Mais la crise est aussi chez les économistes. Car ils ont pour fonction de façonner le cadre intellectuel, la représentation, la vision. Keynes disait que les dirigeants politiques, tout pragmatiques qu’ils se croient, sont en réalité les esclaves d’obscurs universitaires qui façonnent les théories dans le silence de leur bureau, tant l’action dépend de la manière dont on voit les choses, de la représentation.
On a beaucoup écrit sur la crise, tout dit, trop dit. Mais ce n’est qu’avec le recul de l’histoire qu’on comprendra vraiment ce qui s’est passé, qu’on fera le tri des causes profondes et des causes immédiates. Or à la crise il y a beaucoup d’explications : trop expliquer c’est ne rien expliquer.
On a parlé de l’endettement. On a parlé de la politique monétaire américaine, des déséquilibres entre l’épargne excessive des Chinois et la consommation excessive des Américains. On parle de basculement du monde de l’Occident vers l’Asie. On parle aussi de la crise du capitalisme. On fustige la spéculation. Comme toujours, face à des événements compliqués, il faut tenter de simplifier, d’identifier le cœur du sujet.
Je voudrais vous proposer d’analyser ce qui s’est passé chez les économistes, comment ils ont été responsables de la crise, comment ils ont créé le cadre intellectuel qui a permis les dérives qui nous ont amenés là où nous en sommes.
Hystérie spéculative
En réalité, la crise est une spéculation gigantesque qui a été cachée aux regards par les artifices de l’argumentation soi-disant scientifique forgée par l’économie financière. C’est d’ailleurs l’origine de toutes les crises financières : on croit que les actifs vont monter, on achète pour s’enrichir, on s’endette pour spéculer et lorsque le marché se retourne on ne peut plus rembourser. Pour alimenter les esprits animaux de l’hystérie spéculative, il faut leur trouver un objet : les tulipes d’Amsterdam au XVIIe siècle ; les titres de la Compagnie des Indes rue Quincampoix. Lors de la crise de 1929, l’actif cible était les cours de la bourse. Les cours se sont effondrés, les banques ont été ruinées et on a mis dix ans avant de récupérer. Ce fut la « grande dépression ».

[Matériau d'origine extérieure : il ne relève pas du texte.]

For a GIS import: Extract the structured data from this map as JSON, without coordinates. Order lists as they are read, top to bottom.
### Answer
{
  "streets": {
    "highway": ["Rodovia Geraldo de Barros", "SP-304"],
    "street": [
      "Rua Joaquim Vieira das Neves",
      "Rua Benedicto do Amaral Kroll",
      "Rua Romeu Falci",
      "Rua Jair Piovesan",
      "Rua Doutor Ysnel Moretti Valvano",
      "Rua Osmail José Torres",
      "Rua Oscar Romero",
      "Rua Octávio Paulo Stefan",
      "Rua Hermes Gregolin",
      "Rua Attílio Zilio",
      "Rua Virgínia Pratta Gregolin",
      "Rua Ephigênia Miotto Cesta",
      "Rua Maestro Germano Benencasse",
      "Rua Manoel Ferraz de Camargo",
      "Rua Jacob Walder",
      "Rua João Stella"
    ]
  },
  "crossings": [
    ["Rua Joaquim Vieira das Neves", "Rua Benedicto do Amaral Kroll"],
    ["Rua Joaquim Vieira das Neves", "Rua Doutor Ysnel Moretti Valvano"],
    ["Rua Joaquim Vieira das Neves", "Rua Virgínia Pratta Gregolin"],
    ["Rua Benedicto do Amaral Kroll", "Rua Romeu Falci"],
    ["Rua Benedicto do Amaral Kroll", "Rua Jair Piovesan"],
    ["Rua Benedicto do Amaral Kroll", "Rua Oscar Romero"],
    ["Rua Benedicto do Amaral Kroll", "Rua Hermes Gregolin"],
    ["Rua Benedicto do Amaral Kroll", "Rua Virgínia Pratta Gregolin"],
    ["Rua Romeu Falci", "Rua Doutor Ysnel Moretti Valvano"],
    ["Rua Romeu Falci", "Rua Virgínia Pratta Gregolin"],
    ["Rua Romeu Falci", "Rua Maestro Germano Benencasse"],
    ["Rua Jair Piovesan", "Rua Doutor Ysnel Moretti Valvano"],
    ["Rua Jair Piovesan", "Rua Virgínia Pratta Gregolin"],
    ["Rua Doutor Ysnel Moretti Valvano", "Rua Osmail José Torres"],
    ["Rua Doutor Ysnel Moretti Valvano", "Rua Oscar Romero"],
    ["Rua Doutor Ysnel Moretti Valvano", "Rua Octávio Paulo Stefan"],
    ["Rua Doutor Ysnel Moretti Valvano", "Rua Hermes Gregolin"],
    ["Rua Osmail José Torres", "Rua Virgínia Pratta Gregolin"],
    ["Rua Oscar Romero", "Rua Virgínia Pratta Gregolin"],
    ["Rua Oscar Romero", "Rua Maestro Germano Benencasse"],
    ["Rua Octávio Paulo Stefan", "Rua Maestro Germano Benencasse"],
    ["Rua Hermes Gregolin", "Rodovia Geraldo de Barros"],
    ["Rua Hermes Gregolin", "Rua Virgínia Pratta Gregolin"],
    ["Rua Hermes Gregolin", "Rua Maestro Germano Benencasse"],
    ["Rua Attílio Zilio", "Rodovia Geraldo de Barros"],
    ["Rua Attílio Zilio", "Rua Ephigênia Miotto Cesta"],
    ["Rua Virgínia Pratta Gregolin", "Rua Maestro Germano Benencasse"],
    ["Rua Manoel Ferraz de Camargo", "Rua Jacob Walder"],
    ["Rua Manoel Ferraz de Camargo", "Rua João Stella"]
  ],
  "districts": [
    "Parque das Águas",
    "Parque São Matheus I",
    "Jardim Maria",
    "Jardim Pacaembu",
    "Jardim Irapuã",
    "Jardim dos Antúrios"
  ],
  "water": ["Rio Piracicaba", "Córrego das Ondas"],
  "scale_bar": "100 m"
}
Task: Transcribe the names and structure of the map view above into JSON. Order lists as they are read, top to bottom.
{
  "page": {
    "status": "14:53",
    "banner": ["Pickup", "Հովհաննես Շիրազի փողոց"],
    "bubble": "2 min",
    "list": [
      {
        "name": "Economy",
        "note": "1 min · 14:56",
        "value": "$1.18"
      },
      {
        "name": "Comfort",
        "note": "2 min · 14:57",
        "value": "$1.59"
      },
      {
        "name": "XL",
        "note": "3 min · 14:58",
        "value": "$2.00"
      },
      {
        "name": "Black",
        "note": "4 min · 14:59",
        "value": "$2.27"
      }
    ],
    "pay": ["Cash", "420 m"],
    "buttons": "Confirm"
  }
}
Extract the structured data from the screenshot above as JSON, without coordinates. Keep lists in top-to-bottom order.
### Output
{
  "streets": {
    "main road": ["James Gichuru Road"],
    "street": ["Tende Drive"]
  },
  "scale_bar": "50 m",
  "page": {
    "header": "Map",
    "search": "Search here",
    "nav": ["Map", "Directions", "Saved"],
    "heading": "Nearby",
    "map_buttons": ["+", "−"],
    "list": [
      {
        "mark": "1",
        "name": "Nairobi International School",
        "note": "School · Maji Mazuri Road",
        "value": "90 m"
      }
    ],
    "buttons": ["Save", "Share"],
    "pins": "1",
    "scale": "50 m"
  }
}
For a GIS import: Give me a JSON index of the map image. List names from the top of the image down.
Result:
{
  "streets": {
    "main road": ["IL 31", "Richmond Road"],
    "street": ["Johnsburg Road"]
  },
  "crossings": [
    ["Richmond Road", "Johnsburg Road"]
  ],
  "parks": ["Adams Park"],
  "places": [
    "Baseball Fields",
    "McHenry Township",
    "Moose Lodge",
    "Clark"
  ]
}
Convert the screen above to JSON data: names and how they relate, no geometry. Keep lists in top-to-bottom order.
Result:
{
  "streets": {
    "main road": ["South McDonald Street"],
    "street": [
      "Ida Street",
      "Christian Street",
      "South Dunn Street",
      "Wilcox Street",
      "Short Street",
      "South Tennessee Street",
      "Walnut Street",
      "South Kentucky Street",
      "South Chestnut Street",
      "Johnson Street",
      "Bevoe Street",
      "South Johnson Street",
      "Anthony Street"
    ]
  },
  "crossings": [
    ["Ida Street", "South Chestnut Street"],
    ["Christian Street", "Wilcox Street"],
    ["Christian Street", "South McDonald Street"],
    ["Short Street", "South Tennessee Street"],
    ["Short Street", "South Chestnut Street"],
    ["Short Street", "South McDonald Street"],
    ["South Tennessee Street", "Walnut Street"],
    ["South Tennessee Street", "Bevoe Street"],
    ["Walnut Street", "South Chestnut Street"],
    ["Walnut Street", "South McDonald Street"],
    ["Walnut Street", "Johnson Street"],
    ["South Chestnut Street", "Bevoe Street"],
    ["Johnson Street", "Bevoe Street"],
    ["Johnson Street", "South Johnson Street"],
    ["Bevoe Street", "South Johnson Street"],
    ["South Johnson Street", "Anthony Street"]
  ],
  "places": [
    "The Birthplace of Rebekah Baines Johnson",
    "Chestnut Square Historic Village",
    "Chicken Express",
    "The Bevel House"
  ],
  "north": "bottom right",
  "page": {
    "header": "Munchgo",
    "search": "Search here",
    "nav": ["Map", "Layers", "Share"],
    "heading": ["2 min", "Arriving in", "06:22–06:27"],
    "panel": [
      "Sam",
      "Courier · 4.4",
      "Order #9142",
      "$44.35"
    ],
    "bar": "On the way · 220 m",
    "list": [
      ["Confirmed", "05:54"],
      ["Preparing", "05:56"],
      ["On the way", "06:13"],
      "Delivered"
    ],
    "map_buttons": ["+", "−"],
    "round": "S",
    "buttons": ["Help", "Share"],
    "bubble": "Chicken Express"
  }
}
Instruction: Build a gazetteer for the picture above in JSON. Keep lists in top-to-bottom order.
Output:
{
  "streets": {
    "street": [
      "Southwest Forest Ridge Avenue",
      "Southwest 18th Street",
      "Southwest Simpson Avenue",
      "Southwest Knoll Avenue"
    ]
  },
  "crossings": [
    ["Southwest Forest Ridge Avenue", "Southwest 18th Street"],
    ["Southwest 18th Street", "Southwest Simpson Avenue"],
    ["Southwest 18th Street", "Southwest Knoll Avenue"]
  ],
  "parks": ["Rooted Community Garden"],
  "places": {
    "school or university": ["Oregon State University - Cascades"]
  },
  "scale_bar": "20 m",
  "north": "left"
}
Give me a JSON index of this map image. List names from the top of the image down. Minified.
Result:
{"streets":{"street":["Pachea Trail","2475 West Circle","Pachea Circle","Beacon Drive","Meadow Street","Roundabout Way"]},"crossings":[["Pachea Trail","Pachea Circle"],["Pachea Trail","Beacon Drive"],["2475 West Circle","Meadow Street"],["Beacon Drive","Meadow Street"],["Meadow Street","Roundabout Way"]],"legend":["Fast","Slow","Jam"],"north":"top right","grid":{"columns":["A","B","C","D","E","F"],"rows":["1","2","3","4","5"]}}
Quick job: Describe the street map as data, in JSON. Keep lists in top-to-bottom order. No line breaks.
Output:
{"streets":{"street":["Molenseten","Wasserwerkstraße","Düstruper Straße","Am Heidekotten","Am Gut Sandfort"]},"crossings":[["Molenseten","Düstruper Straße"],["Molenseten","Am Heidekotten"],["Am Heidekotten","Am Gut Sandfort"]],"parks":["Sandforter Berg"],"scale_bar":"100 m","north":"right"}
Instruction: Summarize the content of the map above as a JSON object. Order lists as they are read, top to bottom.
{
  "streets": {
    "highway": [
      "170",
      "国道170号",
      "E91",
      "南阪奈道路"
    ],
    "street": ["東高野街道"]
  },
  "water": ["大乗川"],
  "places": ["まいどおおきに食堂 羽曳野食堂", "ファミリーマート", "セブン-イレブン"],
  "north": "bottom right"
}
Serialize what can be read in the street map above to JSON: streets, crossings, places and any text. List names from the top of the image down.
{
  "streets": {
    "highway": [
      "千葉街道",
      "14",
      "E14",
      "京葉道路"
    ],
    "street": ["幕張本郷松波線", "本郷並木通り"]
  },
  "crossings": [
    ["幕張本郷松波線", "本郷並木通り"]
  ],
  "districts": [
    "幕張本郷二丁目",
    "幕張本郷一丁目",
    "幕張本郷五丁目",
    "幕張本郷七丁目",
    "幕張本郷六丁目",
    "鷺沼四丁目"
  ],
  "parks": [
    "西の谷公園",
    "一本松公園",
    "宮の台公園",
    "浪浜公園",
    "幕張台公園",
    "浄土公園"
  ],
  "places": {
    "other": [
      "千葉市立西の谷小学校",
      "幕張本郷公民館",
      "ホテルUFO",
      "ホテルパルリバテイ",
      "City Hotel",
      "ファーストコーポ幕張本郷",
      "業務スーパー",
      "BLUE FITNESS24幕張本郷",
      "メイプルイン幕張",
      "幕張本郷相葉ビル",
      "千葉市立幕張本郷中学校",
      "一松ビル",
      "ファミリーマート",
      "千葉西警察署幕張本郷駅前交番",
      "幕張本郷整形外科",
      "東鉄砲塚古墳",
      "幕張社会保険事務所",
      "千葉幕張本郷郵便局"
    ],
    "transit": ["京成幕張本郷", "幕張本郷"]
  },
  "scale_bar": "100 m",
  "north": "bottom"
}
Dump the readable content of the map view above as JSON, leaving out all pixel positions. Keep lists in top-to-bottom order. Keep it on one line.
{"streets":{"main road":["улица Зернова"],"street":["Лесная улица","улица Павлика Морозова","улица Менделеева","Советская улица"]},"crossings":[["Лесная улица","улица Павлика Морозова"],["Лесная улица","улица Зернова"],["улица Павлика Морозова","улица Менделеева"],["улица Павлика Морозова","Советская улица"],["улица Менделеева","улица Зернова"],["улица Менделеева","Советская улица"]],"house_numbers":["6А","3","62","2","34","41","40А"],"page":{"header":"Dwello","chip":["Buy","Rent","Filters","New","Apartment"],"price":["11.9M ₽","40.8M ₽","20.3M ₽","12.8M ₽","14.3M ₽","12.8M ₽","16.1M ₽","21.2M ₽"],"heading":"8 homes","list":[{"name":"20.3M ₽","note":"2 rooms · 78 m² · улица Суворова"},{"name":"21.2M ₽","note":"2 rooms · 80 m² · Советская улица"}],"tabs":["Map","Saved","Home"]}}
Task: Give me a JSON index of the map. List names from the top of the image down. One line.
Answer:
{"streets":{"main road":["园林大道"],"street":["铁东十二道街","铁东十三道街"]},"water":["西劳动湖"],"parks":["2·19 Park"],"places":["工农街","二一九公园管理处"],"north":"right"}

La crise récente, dont le krach Lehman fut le point d’orgue, a été, comme le jeudi noir de 1929, le résultat d’une spéculation sophistiquée, sur des produits complexes (les produits dérivés), toute une mécanique financière à laquelle personne ne comprend rien. Les financiers eux-mêmes n’y comprenaient pas grand-chose, ils ne se sont pas posé trop de questions tant qu’ils ont touché des commissions (les bonus sont des commissions sur le commerce des titres). Cette spéculation était à la fois sans fonds propres et sans couverture. On a titrisé les créances, on les a placées dans des « véhicules » structurés, hors bilan. Ces « véhicules » ont dû être rapatriés dans les comptes et provisionnés après la chute des cours. « Comment pouvaient-ils être simultanément hors bilan et dans le bilan ? » pourra demander l’inspecteur Colombo à la barre du grand procès de Wall Street : « Cherchez l’erreur… »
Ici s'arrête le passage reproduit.